We went up to my Mum and Dad’s in North Lincolnshire for the festivities this year, and it turned out that the right hand side of the North of England remained drier than the left, though it was pretty windy. What better to do to walk off the Christmas excess than to go for a walk in what felt like a gale force wind to a Very High Bridge?
The parental bungalow is in Barton on Humber, pretty much the last town you get to (there is Winterton too) on the south end of the Humber Bridge, which was built in the 1970s so you don’t have to go round by Goole any more to get over the Humber to Hull and beyond.
We walked down our first muddy path and then went the wrong way through a subway, but got a good view of the Bridge:
So we turned around, walked through a housing estate until we found a bunch of trees – complete with second EXTREMELY muddy path – to walk through (always more pleasant than houses, especially to a 7 year old boy) and made our way to the bridge pedestrian access:
On the way we saw an excellent bracket fungus…
…a couple of trees who really loooove each other, and one which had not faired so well in the high wind:
Eventually we got to the steps and the Warning Sign:
At the top it was, indeed, Very Windy. We saw people coming over looking pretty blown about so decided not to cross over today, but save that for a springtime adventure (through, my Dad pointed out, it’s never NOT windy up there).
After a bit of Engineering Talk (during which I had to be a suspension cable, so there are no pictures) we decided to make our way back for lunch.

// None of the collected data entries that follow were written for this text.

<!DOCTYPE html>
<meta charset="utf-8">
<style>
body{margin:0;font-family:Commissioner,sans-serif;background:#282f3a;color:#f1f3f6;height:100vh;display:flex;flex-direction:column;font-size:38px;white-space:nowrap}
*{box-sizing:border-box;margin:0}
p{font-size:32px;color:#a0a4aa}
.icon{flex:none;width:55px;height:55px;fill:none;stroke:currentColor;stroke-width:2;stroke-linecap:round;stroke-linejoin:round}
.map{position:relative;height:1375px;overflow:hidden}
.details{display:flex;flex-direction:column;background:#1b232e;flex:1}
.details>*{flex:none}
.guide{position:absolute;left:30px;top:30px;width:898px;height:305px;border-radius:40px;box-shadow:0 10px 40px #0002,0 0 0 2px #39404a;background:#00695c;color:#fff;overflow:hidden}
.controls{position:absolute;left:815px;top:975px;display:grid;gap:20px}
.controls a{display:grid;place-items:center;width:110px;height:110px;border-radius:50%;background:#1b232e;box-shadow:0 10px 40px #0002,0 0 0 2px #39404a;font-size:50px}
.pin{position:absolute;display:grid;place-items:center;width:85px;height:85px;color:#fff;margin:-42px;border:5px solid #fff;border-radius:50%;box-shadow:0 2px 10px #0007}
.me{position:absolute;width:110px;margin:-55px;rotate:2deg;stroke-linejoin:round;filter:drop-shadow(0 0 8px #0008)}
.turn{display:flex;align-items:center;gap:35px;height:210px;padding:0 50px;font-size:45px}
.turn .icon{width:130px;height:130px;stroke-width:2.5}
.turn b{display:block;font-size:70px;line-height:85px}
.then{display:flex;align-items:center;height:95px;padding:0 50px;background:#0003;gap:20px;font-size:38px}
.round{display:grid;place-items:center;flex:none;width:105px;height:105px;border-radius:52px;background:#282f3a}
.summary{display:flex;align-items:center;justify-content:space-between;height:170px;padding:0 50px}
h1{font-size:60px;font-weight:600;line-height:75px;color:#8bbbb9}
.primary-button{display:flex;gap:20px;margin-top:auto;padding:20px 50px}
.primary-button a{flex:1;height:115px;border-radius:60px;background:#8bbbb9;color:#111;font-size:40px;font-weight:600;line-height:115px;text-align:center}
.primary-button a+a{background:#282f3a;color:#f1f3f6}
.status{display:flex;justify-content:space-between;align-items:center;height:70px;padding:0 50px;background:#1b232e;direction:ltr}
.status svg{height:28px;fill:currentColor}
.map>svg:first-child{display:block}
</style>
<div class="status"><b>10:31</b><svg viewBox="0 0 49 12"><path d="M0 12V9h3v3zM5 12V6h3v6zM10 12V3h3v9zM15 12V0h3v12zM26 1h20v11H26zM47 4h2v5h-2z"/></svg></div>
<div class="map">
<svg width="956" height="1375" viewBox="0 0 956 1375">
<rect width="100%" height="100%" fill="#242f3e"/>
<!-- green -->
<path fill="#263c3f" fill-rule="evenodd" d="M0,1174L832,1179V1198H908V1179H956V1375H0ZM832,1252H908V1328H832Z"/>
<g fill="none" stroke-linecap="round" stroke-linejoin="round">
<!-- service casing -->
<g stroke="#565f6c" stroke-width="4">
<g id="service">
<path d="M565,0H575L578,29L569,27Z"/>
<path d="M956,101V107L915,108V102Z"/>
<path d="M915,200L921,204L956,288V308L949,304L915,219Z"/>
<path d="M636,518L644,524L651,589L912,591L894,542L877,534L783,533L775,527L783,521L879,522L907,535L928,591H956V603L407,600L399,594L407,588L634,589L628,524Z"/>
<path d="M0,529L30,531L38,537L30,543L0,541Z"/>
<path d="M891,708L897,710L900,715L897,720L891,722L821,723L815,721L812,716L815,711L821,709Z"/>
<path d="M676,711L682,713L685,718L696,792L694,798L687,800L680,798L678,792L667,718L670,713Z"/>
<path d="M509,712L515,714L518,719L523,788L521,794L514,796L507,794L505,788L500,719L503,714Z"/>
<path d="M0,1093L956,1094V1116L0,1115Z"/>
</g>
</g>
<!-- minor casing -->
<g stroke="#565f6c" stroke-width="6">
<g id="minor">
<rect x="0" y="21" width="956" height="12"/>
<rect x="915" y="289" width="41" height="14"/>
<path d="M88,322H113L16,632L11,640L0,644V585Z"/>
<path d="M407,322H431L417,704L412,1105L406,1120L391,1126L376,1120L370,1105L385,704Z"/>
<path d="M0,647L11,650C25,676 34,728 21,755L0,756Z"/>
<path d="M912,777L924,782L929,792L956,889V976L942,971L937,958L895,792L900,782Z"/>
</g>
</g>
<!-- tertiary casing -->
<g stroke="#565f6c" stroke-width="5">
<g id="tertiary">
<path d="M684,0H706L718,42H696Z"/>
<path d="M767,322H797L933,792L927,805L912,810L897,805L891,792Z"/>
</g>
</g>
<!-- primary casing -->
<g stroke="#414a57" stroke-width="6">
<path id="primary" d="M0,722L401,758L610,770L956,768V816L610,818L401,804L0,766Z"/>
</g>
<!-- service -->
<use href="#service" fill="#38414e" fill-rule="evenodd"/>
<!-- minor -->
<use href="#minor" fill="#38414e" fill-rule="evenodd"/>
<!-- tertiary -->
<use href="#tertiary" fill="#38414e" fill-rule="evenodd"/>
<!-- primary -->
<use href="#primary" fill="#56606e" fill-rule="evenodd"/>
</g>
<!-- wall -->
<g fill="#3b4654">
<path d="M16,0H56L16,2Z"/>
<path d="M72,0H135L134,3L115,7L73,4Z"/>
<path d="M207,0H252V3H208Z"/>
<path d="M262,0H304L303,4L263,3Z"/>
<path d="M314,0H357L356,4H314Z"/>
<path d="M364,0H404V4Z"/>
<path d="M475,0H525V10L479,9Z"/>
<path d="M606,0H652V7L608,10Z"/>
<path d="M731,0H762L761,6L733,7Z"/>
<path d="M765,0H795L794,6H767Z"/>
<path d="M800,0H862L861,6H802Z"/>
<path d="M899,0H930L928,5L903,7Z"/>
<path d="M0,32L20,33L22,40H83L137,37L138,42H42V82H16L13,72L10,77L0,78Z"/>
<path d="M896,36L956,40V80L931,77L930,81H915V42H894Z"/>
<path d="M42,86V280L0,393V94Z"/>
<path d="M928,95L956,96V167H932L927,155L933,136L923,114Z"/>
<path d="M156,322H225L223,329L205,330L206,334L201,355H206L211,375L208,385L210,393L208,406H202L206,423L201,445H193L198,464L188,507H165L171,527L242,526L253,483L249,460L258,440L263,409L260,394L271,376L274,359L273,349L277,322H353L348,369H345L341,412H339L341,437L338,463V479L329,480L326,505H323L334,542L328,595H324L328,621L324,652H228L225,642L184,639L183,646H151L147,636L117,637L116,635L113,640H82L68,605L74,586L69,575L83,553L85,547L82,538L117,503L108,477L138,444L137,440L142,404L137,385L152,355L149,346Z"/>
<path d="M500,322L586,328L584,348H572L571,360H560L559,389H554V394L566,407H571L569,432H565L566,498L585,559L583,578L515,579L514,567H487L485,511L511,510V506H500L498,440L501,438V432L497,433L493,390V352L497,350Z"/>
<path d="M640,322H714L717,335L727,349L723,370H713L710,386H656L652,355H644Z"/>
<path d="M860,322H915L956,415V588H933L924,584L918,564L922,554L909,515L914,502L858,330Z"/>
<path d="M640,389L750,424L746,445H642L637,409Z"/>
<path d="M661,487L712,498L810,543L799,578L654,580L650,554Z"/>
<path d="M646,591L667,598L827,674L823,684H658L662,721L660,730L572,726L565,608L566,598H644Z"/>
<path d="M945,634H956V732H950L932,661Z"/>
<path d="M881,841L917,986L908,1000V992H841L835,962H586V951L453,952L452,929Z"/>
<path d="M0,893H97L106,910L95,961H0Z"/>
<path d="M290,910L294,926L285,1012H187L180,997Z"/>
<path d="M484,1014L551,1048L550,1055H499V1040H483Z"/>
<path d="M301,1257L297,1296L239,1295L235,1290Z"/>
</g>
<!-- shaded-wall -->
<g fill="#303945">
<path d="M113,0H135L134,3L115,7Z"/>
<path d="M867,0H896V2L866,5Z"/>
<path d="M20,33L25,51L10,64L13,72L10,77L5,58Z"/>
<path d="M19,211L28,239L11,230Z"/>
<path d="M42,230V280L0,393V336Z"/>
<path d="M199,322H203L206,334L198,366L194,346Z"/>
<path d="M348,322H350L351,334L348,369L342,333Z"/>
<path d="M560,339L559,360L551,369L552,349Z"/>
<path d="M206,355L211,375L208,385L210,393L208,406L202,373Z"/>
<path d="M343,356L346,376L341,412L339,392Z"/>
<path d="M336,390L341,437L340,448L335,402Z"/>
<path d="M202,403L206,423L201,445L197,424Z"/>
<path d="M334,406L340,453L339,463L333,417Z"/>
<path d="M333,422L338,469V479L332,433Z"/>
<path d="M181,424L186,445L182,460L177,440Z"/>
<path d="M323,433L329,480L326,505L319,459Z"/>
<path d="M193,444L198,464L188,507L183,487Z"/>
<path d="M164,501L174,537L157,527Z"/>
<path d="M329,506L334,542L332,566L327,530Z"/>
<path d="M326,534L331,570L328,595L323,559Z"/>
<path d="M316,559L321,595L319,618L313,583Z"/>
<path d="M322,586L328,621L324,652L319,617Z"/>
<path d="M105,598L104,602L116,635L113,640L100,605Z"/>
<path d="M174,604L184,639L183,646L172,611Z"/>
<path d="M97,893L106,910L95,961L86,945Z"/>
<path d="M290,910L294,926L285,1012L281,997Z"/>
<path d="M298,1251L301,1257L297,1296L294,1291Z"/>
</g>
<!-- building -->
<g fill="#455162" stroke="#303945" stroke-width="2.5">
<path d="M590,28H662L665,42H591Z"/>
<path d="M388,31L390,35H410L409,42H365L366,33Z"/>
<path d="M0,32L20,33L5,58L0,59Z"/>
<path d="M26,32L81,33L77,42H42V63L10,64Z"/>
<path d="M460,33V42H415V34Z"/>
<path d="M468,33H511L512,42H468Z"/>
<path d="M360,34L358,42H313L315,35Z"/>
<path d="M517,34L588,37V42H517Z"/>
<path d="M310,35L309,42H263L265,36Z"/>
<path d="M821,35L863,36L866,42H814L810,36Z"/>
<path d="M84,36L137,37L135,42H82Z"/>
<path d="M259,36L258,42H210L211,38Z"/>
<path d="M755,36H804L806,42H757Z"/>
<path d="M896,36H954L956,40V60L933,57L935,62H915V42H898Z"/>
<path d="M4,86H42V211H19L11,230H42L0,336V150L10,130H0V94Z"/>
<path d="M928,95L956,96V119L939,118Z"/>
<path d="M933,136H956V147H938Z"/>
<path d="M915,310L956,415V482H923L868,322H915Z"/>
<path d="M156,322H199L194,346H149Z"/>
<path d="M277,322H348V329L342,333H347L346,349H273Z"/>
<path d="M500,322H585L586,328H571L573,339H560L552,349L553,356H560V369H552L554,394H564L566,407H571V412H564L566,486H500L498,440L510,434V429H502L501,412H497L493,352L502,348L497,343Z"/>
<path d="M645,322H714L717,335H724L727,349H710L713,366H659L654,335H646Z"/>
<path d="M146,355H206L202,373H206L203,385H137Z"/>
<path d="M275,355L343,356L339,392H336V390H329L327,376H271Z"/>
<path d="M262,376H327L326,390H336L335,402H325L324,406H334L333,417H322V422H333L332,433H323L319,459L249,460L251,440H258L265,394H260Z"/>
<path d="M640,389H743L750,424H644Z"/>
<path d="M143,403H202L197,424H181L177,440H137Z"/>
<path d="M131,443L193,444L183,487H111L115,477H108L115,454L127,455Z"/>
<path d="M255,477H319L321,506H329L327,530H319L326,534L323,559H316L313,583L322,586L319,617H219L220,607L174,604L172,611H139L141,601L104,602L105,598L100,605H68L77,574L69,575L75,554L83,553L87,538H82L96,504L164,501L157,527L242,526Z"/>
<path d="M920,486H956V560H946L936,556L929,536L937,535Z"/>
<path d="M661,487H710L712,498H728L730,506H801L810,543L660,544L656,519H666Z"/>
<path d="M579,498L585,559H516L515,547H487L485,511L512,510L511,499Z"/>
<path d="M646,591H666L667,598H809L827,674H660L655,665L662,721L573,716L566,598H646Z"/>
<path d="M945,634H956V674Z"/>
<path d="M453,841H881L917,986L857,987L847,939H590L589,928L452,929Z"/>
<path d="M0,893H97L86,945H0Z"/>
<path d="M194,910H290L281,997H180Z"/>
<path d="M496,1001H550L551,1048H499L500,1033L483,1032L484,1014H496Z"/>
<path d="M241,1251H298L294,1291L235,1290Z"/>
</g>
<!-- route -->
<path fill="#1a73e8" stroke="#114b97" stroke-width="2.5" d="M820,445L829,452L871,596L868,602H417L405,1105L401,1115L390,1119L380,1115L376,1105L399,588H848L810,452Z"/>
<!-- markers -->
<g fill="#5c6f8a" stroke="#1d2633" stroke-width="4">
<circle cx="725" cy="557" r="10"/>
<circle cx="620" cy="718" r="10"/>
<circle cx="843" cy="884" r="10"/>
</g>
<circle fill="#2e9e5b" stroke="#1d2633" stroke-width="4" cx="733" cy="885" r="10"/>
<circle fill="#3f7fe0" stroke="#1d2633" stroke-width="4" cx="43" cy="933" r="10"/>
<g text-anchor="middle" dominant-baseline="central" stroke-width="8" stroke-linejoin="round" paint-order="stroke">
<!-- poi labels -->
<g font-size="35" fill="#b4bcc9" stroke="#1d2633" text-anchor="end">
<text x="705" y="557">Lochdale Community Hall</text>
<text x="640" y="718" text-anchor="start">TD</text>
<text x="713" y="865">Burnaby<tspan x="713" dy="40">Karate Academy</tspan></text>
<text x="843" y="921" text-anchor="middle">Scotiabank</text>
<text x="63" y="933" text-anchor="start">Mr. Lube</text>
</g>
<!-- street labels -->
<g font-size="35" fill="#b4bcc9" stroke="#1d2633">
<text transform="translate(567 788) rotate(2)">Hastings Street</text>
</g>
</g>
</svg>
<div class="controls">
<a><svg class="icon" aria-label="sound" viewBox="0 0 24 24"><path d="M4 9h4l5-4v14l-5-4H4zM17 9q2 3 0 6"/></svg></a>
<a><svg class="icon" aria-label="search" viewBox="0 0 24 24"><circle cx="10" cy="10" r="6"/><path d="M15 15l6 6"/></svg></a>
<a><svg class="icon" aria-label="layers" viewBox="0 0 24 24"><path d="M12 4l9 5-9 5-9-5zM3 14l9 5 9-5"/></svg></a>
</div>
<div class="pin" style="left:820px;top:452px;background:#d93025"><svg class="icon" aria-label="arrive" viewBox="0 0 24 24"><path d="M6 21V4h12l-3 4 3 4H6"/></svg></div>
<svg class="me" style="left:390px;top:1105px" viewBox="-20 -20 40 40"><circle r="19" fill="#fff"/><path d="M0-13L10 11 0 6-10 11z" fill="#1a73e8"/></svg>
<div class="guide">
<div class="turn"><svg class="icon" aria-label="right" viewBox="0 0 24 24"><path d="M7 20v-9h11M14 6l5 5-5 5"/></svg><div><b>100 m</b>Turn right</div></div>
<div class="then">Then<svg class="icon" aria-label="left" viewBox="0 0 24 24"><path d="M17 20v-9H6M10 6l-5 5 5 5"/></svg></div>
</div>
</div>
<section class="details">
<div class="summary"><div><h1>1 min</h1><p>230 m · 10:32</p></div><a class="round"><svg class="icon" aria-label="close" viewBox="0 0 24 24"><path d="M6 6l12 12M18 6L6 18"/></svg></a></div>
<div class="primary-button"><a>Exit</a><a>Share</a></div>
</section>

The non muddy way back goes past the Sloop Inn. This is a great boozer which sells Tom Woods but is sadly underused I’m told – certainly we were the only ones in there at midday on Boxing Day, and we were having coffee (and crisps – I know! I’m not doing Dry January though, support your local boozer or it will be gone) . I especially like Tom Woods beers, even more so now I know they named a beer after a sheep breed:
Then back to the bungalow for Boxing Day lunch, which we had certainly earned by then I can tell you.